Data records Block Start

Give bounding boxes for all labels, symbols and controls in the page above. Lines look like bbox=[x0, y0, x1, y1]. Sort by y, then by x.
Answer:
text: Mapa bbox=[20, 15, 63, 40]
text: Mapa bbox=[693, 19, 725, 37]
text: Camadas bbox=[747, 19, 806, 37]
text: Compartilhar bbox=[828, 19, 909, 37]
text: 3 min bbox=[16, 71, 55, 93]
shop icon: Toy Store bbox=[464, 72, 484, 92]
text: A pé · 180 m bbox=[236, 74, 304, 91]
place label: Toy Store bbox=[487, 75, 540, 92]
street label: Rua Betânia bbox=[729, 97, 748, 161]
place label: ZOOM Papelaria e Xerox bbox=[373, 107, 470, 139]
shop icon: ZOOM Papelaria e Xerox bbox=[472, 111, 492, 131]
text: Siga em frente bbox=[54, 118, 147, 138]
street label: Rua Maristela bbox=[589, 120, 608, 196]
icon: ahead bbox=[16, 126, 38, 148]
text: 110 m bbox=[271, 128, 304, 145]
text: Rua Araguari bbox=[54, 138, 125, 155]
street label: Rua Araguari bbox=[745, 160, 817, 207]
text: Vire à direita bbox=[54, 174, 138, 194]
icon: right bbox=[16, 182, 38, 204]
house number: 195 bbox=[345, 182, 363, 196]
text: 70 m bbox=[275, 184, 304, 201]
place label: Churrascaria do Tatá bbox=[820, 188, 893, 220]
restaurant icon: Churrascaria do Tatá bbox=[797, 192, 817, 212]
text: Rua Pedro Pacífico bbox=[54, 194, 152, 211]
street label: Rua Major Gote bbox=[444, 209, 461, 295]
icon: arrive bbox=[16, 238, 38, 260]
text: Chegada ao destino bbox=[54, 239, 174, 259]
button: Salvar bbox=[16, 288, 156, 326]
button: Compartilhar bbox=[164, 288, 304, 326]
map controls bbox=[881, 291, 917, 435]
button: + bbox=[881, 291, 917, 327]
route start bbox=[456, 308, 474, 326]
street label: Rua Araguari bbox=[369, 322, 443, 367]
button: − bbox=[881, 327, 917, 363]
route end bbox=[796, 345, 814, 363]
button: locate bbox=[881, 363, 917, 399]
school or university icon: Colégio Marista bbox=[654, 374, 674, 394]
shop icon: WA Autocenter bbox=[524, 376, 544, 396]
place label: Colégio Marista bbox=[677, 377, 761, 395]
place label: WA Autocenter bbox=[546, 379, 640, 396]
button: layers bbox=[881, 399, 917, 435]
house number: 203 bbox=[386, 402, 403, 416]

Data records Block End

#### Exercise description:
Copy out the lines above that hold the string "Compartilhar".

#### Response:
text: Compartilhar bbox=[828, 19, 909, 37]
button: Compartilhar bbox=[164, 288, 304, 326]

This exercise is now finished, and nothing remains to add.